» Exercise instructions
Below are some records; output all of them exactly.

» Stored data
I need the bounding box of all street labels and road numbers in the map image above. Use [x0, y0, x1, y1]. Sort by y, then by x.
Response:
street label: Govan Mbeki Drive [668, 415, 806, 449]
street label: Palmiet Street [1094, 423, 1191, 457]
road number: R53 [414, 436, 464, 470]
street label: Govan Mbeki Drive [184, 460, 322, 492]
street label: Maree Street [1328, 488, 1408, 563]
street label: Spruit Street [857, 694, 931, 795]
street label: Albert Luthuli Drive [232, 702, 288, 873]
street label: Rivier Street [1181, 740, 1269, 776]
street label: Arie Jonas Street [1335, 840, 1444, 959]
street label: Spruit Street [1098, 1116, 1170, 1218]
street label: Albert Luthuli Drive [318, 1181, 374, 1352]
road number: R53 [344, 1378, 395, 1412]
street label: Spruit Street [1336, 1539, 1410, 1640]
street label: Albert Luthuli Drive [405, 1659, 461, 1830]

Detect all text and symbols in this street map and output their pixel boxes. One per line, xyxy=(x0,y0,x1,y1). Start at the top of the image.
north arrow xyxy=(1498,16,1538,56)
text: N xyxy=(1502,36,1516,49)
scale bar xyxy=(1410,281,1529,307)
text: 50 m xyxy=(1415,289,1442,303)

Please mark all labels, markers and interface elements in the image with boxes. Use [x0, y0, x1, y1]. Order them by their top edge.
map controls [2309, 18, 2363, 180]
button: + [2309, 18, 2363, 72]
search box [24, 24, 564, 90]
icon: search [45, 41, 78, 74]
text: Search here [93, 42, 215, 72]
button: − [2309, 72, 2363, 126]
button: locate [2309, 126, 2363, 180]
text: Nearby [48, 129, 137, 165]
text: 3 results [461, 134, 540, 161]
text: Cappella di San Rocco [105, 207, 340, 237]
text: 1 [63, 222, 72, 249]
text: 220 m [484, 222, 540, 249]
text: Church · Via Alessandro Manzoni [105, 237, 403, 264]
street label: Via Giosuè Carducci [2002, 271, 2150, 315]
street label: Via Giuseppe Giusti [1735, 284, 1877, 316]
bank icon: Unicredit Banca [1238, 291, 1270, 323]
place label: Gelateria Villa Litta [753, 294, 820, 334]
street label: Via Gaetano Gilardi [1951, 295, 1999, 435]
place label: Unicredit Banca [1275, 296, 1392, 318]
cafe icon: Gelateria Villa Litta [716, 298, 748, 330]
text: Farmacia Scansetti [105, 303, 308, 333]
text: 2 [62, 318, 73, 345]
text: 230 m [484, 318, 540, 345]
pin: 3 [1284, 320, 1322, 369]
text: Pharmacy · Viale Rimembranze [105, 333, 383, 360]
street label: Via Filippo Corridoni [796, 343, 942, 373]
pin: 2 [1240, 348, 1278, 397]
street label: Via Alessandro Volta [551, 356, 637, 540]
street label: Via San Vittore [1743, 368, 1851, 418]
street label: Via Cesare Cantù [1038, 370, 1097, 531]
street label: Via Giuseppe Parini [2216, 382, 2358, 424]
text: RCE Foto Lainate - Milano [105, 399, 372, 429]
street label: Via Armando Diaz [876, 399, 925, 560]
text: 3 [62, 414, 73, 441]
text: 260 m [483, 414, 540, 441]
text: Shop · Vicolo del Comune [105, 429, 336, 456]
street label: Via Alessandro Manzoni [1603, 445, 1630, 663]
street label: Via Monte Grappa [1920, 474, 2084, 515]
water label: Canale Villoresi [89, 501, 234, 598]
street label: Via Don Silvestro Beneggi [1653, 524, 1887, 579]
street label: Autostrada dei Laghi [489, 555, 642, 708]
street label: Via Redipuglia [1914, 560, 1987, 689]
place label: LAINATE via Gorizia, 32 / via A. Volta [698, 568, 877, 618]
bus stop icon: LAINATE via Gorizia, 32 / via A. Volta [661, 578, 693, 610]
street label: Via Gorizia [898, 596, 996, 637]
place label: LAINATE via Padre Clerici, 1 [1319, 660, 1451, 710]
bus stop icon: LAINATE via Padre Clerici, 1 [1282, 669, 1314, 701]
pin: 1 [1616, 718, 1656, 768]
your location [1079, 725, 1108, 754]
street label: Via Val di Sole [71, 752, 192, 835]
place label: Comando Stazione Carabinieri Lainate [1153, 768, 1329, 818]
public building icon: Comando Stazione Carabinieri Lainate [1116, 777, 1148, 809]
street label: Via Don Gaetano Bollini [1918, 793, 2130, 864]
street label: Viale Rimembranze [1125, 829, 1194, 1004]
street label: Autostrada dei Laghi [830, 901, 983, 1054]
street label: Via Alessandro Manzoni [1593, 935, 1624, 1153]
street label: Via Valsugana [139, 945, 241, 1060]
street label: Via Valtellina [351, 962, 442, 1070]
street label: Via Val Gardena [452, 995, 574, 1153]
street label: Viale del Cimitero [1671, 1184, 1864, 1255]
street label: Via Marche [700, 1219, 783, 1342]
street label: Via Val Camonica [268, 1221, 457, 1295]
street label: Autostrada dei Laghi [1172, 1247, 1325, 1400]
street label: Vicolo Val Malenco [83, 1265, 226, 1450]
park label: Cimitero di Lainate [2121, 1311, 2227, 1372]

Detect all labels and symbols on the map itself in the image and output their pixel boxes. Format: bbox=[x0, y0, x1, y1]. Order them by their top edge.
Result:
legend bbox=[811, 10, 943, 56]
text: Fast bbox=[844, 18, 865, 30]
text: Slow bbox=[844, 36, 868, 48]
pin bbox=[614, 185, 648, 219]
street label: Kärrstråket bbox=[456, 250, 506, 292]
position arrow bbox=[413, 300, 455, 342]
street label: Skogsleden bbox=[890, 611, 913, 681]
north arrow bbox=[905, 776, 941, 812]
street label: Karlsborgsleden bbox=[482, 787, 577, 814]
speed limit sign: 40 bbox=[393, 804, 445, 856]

» Response area
I need the bounding box of all street labels and road numbers in the map image above. Use [x0, y0, x1, y1]. Sort by y, then by x.
Response:
street label: Govan Mbeki Drive [668, 415, 806, 449]
street label: Palmiet Street [1094, 423, 1191, 457]
road number: R53 [414, 436, 464, 470]
street label: Govan Mbeki Drive [184, 460, 322, 492]
street label: Maree Street [1328, 488, 1408, 563]
street label: Spruit Street [857, 694, 931, 795]
street label: Albert Luthuli Drive [232, 702, 288, 873]
street label: Rivier Street [1181, 740, 1269, 776]
street label: Arie Jonas Street [1335, 840, 1444, 959]
street label: Spruit Street [1098, 1116, 1170, 1218]
street label: Albert Luthuli Drive [318, 1181, 374, 1352]
road number: R53 [344, 1378, 395, 1412]
street label: Spruit Street [1336, 1539, 1410, 1640]
street label: Albert Luthuli Drive [405, 1659, 461, 1830]

Detect all text and symbols in this street map and output their pixel boxes. One per line, xyxy=(x0,y0,x1,y1). Start at the top of the image.
north arrow xyxy=(1498,16,1538,56)
text: N xyxy=(1502,36,1516,49)
scale bar xyxy=(1410,281,1529,307)
text: 50 m xyxy=(1415,289,1442,303)

Please mark all labels, markers and interface elements in the image with boxes. Use [x0, y0, x1, y1]. Order them by their top edge.
map controls [2309, 18, 2363, 180]
button: + [2309, 18, 2363, 72]
search box [24, 24, 564, 90]
icon: search [45, 41, 78, 74]
text: Search here [93, 42, 215, 72]
button: − [2309, 72, 2363, 126]
button: locate [2309, 126, 2363, 180]
text: Nearby [48, 129, 137, 165]
text: 3 results [461, 134, 540, 161]
text: Cappella di San Rocco [105, 207, 340, 237]
text: 1 [63, 222, 72, 249]
text: 220 m [484, 222, 540, 249]
text: Church · Via Alessandro Manzoni [105, 237, 403, 264]
street label: Via Giosuè Carducci [2002, 271, 2150, 315]
street label: Via Giuseppe Giusti [1735, 284, 1877, 316]
bank icon: Unicredit Banca [1238, 291, 1270, 323]
place label: Gelateria Villa Litta [753, 294, 820, 334]
street label: Via Gaetano Gilardi [1951, 295, 1999, 435]
place label: Unicredit Banca [1275, 296, 1392, 318]
cafe icon: Gelateria Villa Litta [716, 298, 748, 330]
text: Farmacia Scansetti [105, 303, 308, 333]
text: 2 [62, 318, 73, 345]
text: 230 m [484, 318, 540, 345]
pin: 3 [1284, 320, 1322, 369]
text: Pharmacy · Viale Rimembranze [105, 333, 383, 360]
street label: Via Filippo Corridoni [796, 343, 942, 373]
pin: 2 [1240, 348, 1278, 397]
street label: Via Alessandro Volta [551, 356, 637, 540]
street label: Via San Vittore [1743, 368, 1851, 418]
street label: Via Cesare Cantù [1038, 370, 1097, 531]
street label: Via Giuseppe Parini [2216, 382, 2358, 424]
text: RCE Foto Lainate - Milano [105, 399, 372, 429]
street label: Via Armando Diaz [876, 399, 925, 560]
text: 3 [62, 414, 73, 441]
text: 260 m [483, 414, 540, 441]
text: Shop · Vicolo del Comune [105, 429, 336, 456]
street label: Via Alessandro Manzoni [1603, 445, 1630, 663]
street label: Via Monte Grappa [1920, 474, 2084, 515]
water label: Canale Villoresi [89, 501, 234, 598]
street label: Via Don Silvestro Beneggi [1653, 524, 1887, 579]
street label: Autostrada dei Laghi [489, 555, 642, 708]
street label: Via Redipuglia [1914, 560, 1987, 689]
place label: LAINATE via Gorizia, 32 / via A. Volta [698, 568, 877, 618]
bus stop icon: LAINATE via Gorizia, 32 / via A. Volta [661, 578, 693, 610]
street label: Via Gorizia [898, 596, 996, 637]
place label: LAINATE via Padre Clerici, 1 [1319, 660, 1451, 710]
bus stop icon: LAINATE via Padre Clerici, 1 [1282, 669, 1314, 701]
pin: 1 [1616, 718, 1656, 768]
your location [1079, 725, 1108, 754]
street label: Via Val di Sole [71, 752, 192, 835]
place label: Comando Stazione Carabinieri Lainate [1153, 768, 1329, 818]
public building icon: Comando Stazione Carabinieri Lainate [1116, 777, 1148, 809]
street label: Via Don Gaetano Bollini [1918, 793, 2130, 864]
street label: Viale Rimembranze [1125, 829, 1194, 1004]
street label: Autostrada dei Laghi [830, 901, 983, 1054]
street label: Via Alessandro Manzoni [1593, 935, 1624, 1153]
street label: Via Valsugana [139, 945, 241, 1060]
street label: Via Valtellina [351, 962, 442, 1070]
street label: Via Val Gardena [452, 995, 574, 1153]
street label: Viale del Cimitero [1671, 1184, 1864, 1255]
street label: Via Marche [700, 1219, 783, 1342]
street label: Via Val Camonica [268, 1221, 457, 1295]
street label: Autostrada dei Laghi [1172, 1247, 1325, 1400]
street label: Vicolo Val Malenco [83, 1265, 226, 1450]
park label: Cimitero di Lainate [2121, 1311, 2227, 1372]

Detect all labels and symbols on the map itself in the image and output their pixel boxes. Format: bbox=[x0, y0, x1, y1]. Order them by their top edge.
Result:
legend bbox=[811, 10, 943, 56]
text: Fast bbox=[844, 18, 865, 30]
text: Slow bbox=[844, 36, 868, 48]
pin bbox=[614, 185, 648, 219]
street label: Kärrstråket bbox=[456, 250, 506, 292]
position arrow bbox=[413, 300, 455, 342]
street label: Skogsleden bbox=[890, 611, 913, 681]
north arrow bbox=[905, 776, 941, 812]
street label: Karlsborgsleden bbox=[482, 787, 577, 814]
speed limit sign: 40 bbox=[393, 804, 445, 856]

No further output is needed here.